A Treasure Trove of Genetic Variation
Blog Jan 17, 2017
A team of researchers from the UK and USA recently announced the completion of a huge project to support the creation of improved wheat strains. Together they have generated a resource enabling open access to ten million mutations in bread and pasta wheat varieties.
This study has already supported several success stories. Using this mutation data has already allowed scientists and breeders to generate improved wheat varieties with larger grains and greater nutritional value. However, the study wasn’t without its challenges and required the development of some incredible new technology and methods in order to finally crack open the wheat genome.
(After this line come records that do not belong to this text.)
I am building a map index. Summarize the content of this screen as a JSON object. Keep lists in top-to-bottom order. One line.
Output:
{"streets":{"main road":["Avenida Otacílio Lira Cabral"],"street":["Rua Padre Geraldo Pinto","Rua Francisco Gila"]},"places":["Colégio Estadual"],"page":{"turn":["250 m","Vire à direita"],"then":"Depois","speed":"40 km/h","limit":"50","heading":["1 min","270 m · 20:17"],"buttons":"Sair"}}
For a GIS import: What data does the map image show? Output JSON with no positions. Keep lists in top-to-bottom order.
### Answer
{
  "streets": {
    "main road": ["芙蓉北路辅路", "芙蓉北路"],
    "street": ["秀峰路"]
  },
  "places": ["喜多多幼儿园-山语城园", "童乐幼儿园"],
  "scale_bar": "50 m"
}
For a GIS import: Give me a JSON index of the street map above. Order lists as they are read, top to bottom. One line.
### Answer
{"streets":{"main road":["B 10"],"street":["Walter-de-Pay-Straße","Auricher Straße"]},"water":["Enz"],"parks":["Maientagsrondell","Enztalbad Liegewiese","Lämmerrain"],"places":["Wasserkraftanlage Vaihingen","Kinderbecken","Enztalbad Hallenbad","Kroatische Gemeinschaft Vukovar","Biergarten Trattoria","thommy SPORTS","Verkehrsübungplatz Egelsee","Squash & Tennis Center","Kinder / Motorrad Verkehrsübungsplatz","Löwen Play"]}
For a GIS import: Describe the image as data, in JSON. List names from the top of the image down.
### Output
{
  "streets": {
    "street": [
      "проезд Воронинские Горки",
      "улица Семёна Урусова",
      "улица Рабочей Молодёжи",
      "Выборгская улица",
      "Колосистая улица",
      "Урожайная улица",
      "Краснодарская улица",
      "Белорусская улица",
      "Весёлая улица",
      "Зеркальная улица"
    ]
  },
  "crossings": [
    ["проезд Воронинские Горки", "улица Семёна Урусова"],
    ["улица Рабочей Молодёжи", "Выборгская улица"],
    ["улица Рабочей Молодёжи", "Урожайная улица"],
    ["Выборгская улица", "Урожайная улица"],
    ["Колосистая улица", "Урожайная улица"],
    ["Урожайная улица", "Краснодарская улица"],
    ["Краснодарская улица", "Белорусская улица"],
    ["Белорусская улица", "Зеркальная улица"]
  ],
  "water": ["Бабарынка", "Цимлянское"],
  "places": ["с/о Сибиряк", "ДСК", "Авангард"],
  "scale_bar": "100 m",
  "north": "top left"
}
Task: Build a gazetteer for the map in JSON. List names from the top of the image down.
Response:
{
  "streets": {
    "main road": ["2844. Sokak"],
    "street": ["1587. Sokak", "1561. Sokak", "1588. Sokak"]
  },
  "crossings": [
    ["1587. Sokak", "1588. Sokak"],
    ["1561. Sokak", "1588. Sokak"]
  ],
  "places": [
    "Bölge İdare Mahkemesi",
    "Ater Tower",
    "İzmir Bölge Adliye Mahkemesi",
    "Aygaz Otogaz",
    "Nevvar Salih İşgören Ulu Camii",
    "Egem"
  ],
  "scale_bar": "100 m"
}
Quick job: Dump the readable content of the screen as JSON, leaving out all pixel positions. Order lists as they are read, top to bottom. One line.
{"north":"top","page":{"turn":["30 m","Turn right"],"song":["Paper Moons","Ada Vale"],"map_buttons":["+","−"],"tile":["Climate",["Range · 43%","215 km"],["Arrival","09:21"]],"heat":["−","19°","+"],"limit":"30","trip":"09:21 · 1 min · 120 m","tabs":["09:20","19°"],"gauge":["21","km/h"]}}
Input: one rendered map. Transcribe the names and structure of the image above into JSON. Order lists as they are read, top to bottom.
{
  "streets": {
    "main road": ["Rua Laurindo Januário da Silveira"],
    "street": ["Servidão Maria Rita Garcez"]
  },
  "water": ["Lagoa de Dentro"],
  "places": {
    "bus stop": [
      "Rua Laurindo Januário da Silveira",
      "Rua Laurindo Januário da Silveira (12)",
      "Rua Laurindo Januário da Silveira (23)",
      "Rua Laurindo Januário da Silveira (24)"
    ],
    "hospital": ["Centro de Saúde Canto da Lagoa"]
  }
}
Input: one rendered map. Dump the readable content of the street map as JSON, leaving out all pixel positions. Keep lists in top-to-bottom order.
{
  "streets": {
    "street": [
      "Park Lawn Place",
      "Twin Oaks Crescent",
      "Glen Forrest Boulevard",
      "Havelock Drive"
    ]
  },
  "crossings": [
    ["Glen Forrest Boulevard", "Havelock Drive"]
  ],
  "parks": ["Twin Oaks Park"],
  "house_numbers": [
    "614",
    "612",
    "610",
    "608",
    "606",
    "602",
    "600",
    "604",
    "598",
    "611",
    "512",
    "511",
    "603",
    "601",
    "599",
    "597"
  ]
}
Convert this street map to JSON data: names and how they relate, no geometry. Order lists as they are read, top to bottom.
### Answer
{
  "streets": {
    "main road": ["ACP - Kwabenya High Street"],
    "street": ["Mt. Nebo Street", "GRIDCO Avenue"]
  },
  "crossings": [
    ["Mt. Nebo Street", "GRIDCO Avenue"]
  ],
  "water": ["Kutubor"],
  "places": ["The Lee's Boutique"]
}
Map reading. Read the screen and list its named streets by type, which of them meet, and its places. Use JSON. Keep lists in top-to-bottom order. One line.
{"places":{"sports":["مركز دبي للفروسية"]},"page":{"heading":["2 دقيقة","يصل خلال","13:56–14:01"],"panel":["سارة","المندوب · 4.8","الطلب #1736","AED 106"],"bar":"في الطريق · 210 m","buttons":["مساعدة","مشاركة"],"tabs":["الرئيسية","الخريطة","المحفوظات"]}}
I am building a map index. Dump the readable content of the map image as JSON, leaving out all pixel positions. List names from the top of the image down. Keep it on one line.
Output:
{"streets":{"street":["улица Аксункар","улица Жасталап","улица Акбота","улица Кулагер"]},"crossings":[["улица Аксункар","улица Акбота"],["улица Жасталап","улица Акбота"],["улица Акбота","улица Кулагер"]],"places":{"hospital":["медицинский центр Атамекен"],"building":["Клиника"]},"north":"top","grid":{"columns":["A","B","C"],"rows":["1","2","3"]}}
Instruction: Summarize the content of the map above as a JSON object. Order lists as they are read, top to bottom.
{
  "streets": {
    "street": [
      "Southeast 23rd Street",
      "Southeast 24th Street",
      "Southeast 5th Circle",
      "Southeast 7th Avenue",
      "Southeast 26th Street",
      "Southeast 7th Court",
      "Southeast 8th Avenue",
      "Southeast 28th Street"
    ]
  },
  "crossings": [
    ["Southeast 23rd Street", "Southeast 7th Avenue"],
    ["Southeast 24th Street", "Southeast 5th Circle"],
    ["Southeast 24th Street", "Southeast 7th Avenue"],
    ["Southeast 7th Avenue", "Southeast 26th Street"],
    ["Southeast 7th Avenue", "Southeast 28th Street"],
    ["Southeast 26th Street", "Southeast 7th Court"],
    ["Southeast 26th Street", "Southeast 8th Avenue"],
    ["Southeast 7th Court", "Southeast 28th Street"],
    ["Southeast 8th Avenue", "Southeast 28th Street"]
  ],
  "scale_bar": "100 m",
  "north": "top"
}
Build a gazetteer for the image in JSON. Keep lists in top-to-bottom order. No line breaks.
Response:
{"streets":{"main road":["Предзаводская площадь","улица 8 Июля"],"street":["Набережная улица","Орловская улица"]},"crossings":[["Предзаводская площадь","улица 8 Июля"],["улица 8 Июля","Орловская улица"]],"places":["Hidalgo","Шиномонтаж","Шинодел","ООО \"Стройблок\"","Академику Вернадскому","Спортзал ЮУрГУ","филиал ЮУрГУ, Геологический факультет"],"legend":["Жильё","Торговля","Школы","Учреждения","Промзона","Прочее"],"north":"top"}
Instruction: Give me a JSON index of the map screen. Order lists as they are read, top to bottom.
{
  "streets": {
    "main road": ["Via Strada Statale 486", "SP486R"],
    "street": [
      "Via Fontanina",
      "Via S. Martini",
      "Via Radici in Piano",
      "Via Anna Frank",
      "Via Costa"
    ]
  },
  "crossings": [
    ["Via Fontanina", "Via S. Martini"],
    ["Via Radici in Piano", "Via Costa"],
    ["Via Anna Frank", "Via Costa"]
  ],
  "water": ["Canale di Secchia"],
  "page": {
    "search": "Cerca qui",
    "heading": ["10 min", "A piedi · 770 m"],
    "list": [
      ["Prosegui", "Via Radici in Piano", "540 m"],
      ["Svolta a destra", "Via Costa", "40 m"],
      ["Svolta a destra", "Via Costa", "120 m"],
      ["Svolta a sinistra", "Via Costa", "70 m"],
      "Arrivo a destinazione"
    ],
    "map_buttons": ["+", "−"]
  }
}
To learn more about the study itself, I spoke to Dr Ksenia Krasileva, Group Leader at the Earlham Institute and The Sainsbury Laboratory.
JR: What has prevented researchers from compiling such a comprehensive database on wheat mutations until now? Why is it such a complex plant to unravel at a genetic level?
KK: The wheat genome is 17 Gb, this is 5 times larger than human genome. To add to the challenge of this amount of genetic material, wheat has 100,000 genes which occupy only 1-2% of its genome. The major breakthrough was our development of wheat exome capture – the ability to decode only gene space in each plant which is cost effective and therefore allowed us to sequence 2700 lines that comprise the resource.
JR: Why is it important that this new data is made available in a public database? Where can it be found and how it can it be utilised?
KK: Public availability of data and seeds ensures that everyone has access to it, from researchers in every country, to breeders and industry throughout the world, including in developing countries. This widens the use of the resource and will accelerate both wheat research and breeding. The resource is online at wheat-tilling.com and dubcovskylab.ucdavis.edu/wheat-tilling
JR: This project involved sequencing 400 billion bases of DNA from 2735 mutant wheat lines. How did you handle and process all that data? This must have presented huge challenges?
KK: The data was processed in high performance computing (HPC) environment here at Earlham Institute and at UC Davis. The HPC systems were used to map sequencing reads to the wheat genome reference for 2700 individual wheat lines. This step took 24 to 48 hours to run per sample using 8 cpu and required up to 60 GB RAM. In the second step, mutations were called using the HPC cluster. This step could be parallelized and distributed across the cluster in 2000 individual tasks which took a few hours each to run using 4 cpus and 7 GB per task. Overall, it took us several years to generate and process the data. If we were to re-do all analyses today using the most modern computing, it would still take us several months.
JR: What expertise did each of the collaborators offer to make this project a success?
KK: This is a truly collaborative project across four institutes: UC Davis, Earlham Institute, John Innes Centre and Rothamsted. The original wheat populations were developed at UC Davis and Rothamsted, and, also maintained by JIC. Earlham generated half of the sequencing data and Davis another half. All institutes were involved in data analyses. Personally, I have been involved in this project since 2011 first as postdoctoral USDA fellow at UC Davis and for the past two years as a group leader here at Earlham. What greatly contributed to the project’s success is openness about data and analyses, sharing all of the tools and involvement of all institutes from the very beginning of the project.
Dr Ksenia Krasileva was speaking to Jack Rudd, Senior Editor for Technology Networks.